Why has the Chamber of Advocates not condemned these law firms but simply accepted that cutting off ties with their clients after having earned great amounts of money from them over several years and kept their mouths shut as normal practice? In a normal country the Chamber of Lawyers upholds the rule of law, not breaks it.
That criminal politicians and non-legal entrepreneurs or developers do that can be understood and condemned. But when lawyers, who have full knowledge of the law, do this, this becomes an aggravated crime. We have gone beyond the limits of a democratic first world country where we thought we belonged.
When a country has more lawyers and estate agents in proportion to its population than most other similarly sized countries something must be rotten in that state.

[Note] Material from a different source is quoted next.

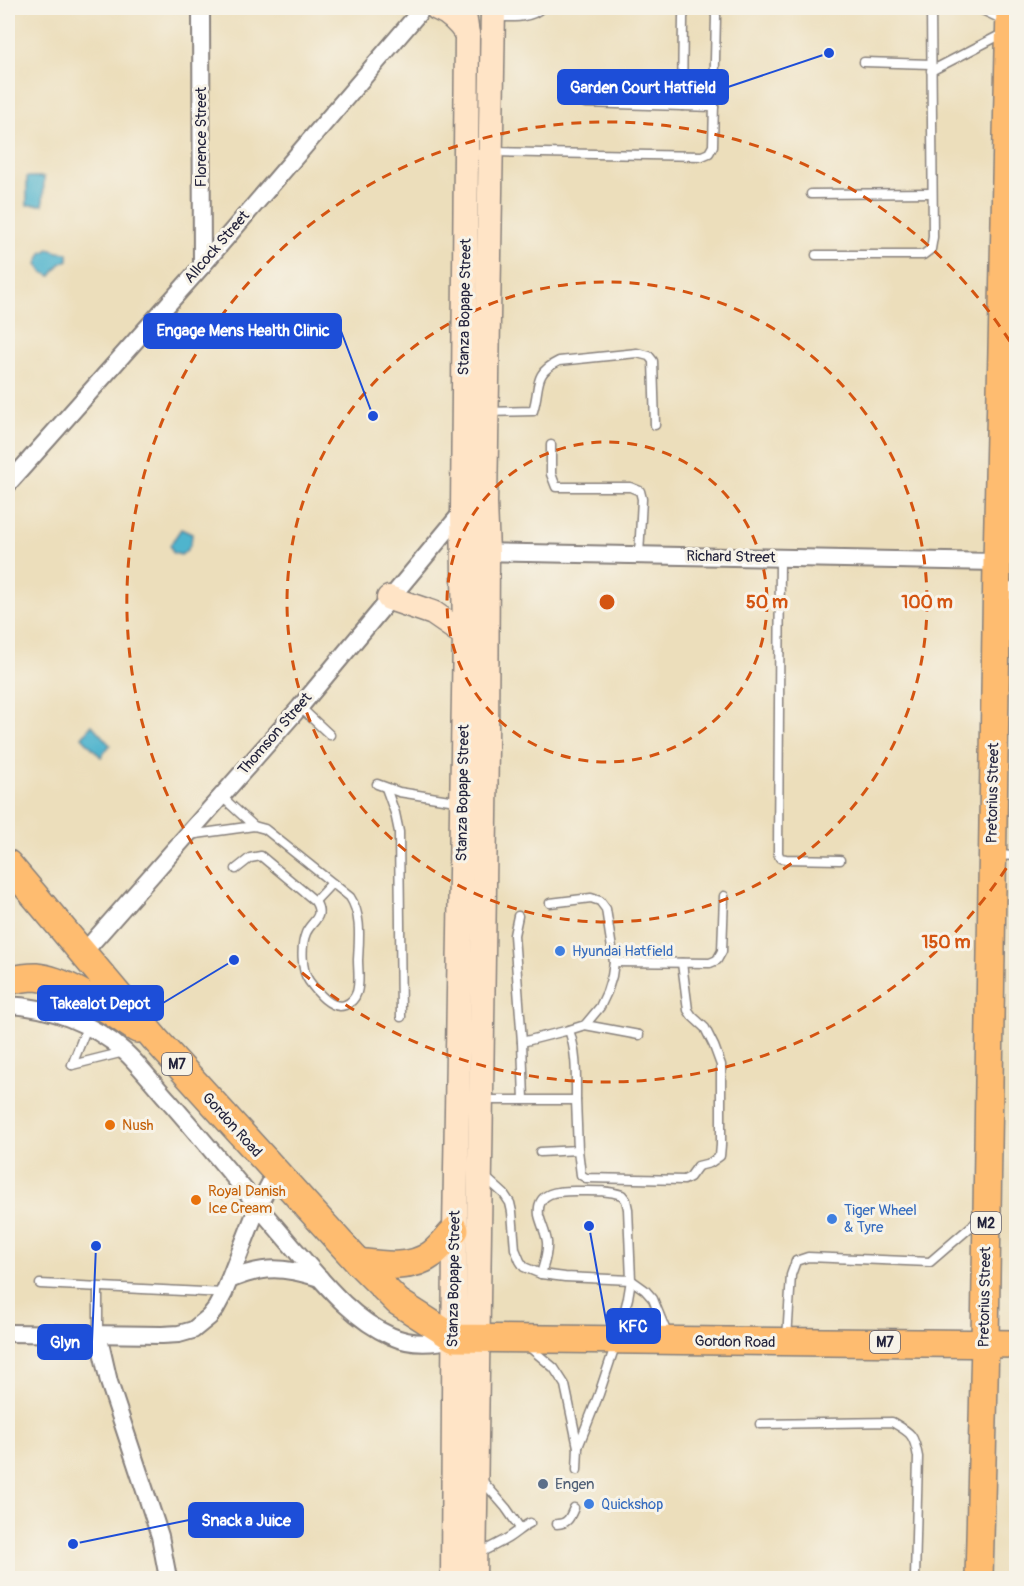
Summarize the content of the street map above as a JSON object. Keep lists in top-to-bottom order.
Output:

Doing nothing about it; allowing consultancies, auditors, lawyers and architects to cut relations with such criminal clients that they may have had and throwing their arms up in the air stating that, had we known we would not have worked for that client, does not absolve them. You cannot undo a scrambled egg. Hoping that the truth about the many Italian mafia deals in our gaming industry, aided and abetted by Maltese lawyers and accountants and blessed by the gaming authority or the MFSA or by the police and the attorney general and supported by the Chambers of Accountants and Lawyers, does not make things better.
Just as in the church with the child molestation disclosures of the recent years it is time to disclose and defrock, to imprison and punish the perpetrators. The same applies to the crooked practitioners of our august professions: lawyers, accountants and architects.
Wake up Chambers, follow the lead of the Chamber of Commerce. It’s better to act late than to never act. But do not expect praise for doing now what you should have done years ago. The damage to Malta is also due to your collective silence and your continued silence condemns you.
John Vassallo is a Lawyer and former Ambassador of Malta to the EU.